WHAT THE EXERCISE ASKS:
Report how many lines of these entries hold the string "none"; reply with the number alone.

Top of SOURCE DATA

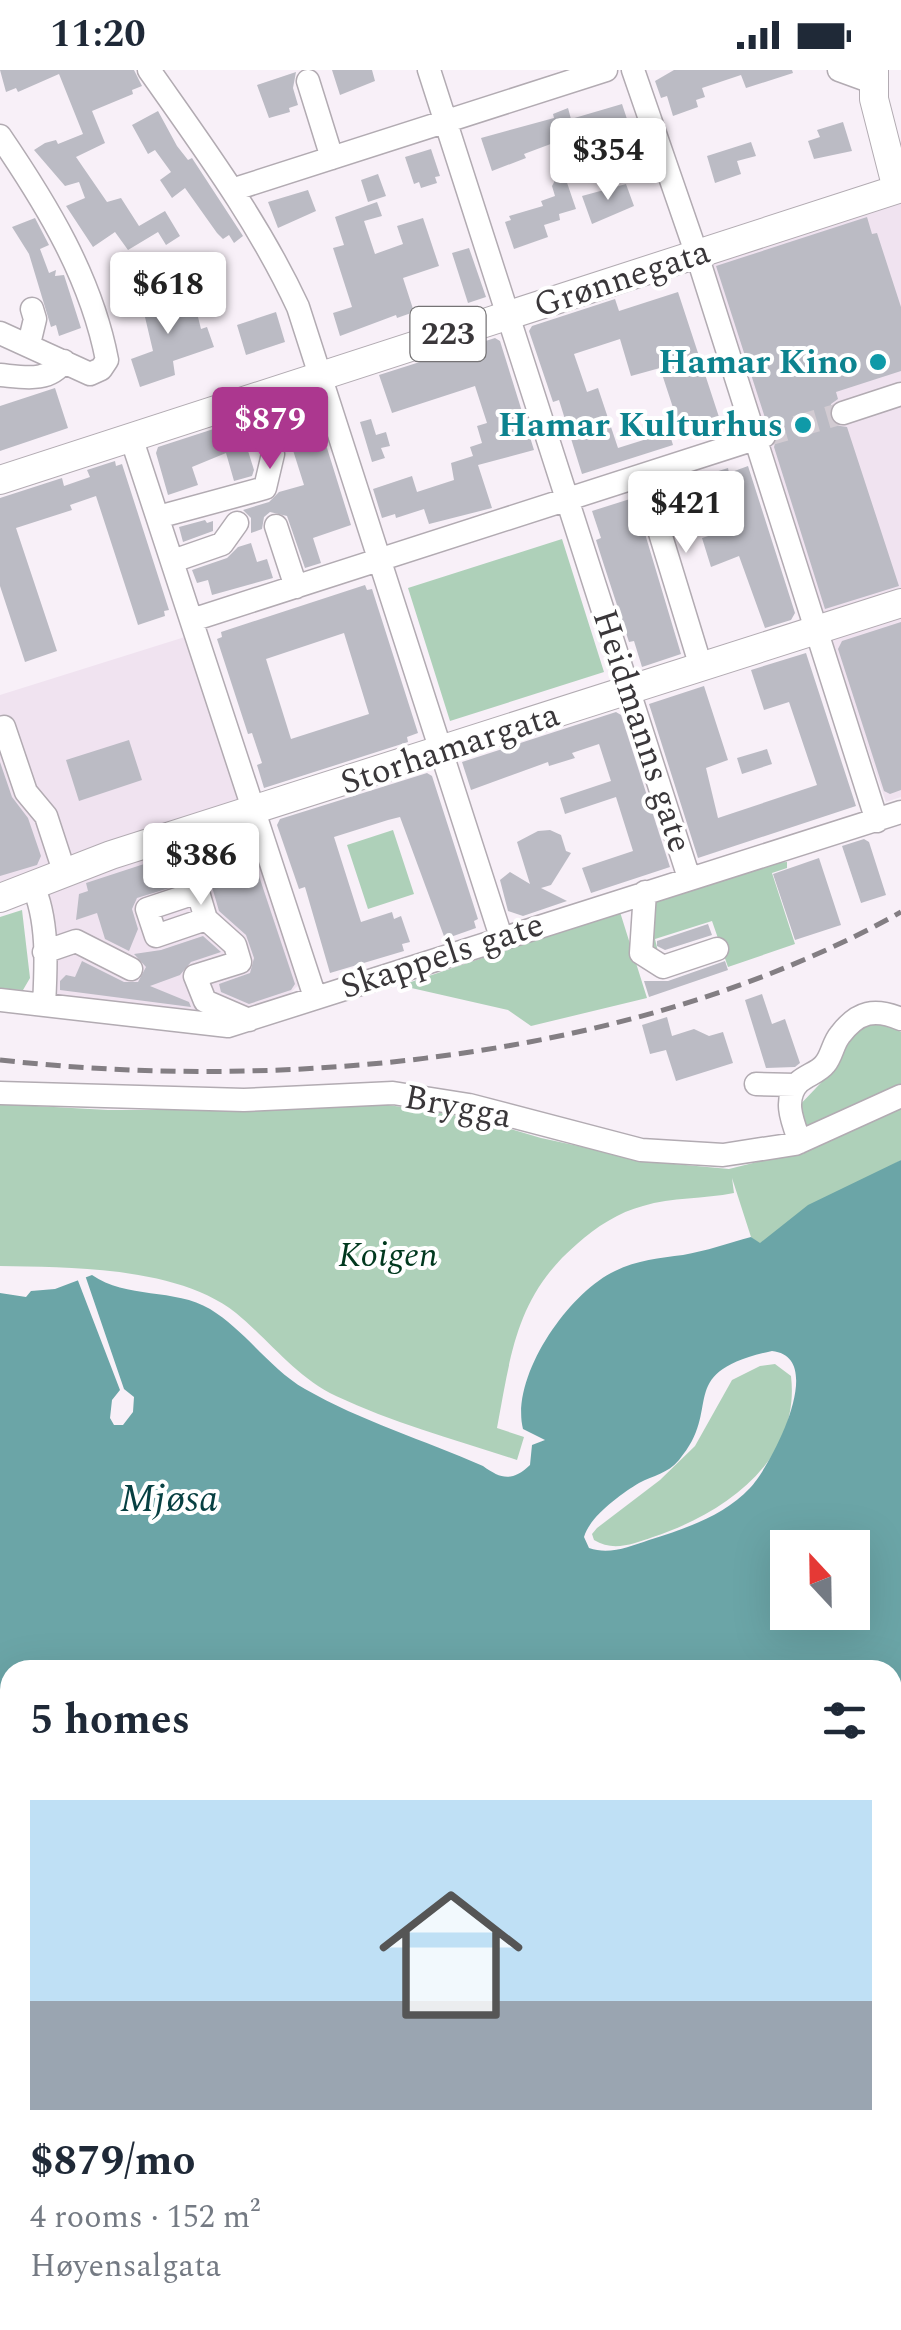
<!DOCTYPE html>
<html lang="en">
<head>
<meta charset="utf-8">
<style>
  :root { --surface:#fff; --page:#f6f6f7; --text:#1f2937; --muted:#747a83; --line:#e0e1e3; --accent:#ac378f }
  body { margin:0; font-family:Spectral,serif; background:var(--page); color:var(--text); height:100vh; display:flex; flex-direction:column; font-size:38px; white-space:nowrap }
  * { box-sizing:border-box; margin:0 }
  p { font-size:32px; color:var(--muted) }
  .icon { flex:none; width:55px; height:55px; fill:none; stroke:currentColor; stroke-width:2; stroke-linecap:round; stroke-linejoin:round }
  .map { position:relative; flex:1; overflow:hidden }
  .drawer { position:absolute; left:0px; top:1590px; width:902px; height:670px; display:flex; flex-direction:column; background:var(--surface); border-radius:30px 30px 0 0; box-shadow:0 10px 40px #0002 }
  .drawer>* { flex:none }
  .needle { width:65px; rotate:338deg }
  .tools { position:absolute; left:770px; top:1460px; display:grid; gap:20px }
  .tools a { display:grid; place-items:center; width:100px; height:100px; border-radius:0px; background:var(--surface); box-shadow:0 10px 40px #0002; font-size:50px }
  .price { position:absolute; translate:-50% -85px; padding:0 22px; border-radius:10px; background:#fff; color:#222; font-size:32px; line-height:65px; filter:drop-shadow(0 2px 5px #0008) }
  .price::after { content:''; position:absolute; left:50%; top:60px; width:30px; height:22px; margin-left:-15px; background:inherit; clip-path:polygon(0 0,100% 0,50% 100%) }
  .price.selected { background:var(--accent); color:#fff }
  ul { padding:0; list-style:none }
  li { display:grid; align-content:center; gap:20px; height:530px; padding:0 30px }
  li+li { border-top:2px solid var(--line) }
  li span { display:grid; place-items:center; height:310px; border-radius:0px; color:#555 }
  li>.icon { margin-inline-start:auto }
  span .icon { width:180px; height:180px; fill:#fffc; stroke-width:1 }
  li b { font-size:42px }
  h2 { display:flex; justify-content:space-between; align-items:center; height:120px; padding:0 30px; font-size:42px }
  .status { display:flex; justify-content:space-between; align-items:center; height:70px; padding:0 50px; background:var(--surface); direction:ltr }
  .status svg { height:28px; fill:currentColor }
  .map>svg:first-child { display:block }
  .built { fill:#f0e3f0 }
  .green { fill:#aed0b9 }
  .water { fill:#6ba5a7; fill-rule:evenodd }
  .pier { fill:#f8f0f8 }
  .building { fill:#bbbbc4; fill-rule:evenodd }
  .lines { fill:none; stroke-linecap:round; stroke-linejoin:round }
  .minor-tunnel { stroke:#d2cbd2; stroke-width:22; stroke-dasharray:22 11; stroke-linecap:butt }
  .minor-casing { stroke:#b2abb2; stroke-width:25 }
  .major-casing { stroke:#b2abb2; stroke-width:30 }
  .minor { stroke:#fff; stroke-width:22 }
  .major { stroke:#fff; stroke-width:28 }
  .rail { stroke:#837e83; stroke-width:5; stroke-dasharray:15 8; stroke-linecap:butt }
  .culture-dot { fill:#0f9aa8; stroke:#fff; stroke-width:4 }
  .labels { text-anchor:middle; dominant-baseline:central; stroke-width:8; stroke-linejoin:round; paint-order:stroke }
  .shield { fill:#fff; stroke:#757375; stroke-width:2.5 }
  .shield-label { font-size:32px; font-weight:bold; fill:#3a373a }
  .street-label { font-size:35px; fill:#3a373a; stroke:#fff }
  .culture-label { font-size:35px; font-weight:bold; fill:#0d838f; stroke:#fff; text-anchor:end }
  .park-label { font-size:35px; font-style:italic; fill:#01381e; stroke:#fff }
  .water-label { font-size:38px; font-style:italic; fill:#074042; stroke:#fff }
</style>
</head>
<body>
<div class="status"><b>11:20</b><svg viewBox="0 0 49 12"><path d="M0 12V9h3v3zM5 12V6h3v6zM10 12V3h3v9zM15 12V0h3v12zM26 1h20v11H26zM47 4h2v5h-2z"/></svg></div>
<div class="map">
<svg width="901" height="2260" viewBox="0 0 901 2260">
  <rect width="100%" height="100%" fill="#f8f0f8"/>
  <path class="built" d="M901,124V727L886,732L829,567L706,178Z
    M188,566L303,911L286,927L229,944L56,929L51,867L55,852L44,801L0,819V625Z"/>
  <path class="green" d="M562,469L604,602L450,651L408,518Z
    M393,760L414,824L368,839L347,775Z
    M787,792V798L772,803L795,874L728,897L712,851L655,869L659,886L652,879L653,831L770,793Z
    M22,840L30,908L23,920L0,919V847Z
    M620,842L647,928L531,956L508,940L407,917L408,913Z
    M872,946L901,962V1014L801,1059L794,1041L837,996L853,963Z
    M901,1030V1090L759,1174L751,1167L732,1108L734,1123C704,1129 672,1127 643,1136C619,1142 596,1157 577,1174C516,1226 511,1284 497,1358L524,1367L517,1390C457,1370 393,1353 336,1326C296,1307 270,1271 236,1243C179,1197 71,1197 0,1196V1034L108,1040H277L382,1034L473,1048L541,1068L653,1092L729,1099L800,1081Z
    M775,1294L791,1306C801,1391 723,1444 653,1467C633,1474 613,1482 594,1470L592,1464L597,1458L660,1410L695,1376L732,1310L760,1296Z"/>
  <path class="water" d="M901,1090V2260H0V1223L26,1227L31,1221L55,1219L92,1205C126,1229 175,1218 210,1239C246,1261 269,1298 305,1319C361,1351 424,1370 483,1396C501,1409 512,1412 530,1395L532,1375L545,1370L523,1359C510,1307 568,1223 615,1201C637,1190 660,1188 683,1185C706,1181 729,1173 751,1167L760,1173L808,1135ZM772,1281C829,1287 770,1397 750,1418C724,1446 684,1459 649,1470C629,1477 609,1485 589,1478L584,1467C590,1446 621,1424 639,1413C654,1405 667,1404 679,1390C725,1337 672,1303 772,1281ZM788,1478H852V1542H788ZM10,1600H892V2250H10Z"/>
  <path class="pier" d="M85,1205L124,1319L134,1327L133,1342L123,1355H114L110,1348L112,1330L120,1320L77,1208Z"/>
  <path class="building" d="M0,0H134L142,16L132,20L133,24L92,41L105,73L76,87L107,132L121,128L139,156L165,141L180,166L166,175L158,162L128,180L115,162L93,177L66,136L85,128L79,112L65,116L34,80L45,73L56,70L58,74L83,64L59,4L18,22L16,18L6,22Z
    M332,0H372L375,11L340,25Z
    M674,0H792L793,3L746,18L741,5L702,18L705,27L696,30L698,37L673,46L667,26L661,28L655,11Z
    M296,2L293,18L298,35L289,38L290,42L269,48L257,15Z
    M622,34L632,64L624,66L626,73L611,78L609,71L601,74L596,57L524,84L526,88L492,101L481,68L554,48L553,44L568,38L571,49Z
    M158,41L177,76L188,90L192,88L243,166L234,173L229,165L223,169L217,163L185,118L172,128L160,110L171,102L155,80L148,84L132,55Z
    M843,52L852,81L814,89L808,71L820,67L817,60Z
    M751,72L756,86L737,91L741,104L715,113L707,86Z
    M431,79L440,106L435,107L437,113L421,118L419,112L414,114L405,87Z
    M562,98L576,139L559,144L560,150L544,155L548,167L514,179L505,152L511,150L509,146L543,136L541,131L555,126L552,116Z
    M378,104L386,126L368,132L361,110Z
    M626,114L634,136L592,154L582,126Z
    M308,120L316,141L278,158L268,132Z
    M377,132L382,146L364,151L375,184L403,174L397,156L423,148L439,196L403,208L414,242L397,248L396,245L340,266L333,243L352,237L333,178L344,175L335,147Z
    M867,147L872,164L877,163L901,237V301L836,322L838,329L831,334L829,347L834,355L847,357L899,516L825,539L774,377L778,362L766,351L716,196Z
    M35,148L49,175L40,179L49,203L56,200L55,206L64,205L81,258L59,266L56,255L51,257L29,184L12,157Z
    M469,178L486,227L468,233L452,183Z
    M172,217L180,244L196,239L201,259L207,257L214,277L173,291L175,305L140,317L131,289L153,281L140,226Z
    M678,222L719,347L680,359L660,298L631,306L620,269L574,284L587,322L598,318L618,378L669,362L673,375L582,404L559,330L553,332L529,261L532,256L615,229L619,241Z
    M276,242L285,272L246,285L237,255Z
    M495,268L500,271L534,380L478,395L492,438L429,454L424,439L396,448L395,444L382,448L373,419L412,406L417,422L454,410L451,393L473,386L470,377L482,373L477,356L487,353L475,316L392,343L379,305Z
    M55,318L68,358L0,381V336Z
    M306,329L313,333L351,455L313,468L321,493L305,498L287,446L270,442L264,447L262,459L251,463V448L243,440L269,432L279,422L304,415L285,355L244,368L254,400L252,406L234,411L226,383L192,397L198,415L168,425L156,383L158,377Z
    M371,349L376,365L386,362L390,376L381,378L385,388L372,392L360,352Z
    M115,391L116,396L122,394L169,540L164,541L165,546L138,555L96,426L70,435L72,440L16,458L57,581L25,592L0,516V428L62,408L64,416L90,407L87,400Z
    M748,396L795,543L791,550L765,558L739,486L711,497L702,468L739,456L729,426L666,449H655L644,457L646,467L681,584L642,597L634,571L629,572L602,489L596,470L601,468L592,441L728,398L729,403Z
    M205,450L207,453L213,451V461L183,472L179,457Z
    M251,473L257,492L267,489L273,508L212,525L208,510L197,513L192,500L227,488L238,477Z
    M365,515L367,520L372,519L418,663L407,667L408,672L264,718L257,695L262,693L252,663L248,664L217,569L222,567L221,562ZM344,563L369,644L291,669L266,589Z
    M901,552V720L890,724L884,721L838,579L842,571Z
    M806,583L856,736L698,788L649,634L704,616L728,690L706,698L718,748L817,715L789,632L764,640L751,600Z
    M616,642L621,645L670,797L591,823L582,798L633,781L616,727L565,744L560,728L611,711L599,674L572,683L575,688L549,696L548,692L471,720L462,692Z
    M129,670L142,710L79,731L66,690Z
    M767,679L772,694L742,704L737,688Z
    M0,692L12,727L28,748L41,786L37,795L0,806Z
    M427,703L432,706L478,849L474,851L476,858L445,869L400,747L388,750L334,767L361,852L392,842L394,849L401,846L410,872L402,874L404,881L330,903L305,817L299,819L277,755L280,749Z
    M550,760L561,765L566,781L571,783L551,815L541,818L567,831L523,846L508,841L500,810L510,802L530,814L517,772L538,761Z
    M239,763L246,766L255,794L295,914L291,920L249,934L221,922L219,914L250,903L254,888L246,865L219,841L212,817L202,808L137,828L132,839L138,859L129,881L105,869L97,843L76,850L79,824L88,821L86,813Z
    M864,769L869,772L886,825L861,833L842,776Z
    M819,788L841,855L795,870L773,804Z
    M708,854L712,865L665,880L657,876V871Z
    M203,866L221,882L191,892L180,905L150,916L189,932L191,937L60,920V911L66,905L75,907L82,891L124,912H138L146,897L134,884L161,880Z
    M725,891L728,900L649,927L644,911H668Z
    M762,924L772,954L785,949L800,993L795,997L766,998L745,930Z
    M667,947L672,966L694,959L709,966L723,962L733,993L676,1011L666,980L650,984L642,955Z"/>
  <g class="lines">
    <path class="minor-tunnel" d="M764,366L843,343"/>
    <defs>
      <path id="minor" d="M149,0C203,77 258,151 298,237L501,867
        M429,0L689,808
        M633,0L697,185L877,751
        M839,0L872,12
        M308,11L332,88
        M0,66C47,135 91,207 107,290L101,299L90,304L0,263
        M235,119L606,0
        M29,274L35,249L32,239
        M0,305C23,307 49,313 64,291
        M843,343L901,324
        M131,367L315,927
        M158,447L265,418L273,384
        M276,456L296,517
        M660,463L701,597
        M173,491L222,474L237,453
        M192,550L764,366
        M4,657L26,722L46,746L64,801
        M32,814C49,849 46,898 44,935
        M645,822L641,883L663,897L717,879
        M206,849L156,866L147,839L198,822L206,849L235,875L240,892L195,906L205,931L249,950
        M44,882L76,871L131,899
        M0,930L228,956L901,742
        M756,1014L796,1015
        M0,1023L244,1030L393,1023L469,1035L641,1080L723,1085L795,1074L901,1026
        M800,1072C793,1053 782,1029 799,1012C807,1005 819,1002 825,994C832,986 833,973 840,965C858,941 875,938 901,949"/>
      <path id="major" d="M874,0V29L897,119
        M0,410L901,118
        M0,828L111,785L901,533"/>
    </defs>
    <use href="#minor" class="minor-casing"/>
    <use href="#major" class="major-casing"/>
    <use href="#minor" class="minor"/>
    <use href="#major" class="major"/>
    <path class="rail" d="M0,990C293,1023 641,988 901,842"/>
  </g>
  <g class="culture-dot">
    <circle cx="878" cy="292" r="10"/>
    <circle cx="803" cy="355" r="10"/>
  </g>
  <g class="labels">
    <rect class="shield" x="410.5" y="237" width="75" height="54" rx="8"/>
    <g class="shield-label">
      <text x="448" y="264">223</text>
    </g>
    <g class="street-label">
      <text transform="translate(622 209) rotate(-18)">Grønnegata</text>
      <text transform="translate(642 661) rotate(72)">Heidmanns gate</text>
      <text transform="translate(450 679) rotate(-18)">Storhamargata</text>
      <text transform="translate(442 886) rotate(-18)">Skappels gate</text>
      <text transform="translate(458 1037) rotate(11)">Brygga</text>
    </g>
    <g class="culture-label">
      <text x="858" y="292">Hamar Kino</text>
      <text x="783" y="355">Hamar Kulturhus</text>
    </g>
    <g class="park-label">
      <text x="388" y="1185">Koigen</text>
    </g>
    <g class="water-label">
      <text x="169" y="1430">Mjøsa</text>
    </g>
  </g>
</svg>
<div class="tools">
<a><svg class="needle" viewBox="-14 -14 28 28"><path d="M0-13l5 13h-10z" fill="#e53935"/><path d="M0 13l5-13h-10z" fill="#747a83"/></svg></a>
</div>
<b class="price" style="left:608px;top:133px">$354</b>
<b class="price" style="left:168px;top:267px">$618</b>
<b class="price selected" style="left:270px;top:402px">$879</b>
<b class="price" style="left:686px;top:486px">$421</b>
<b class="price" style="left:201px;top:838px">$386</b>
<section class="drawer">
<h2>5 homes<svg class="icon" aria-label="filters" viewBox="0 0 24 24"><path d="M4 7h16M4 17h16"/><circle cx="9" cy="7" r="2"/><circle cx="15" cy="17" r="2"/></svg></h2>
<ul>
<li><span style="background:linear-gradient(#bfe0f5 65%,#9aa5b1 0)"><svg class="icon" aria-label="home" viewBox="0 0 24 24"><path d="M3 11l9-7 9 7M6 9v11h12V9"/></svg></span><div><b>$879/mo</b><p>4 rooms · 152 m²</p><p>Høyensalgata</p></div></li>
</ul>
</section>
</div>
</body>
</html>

Bottom of SOURCE DATA

RESPONSE TO THE EXERCISE:
4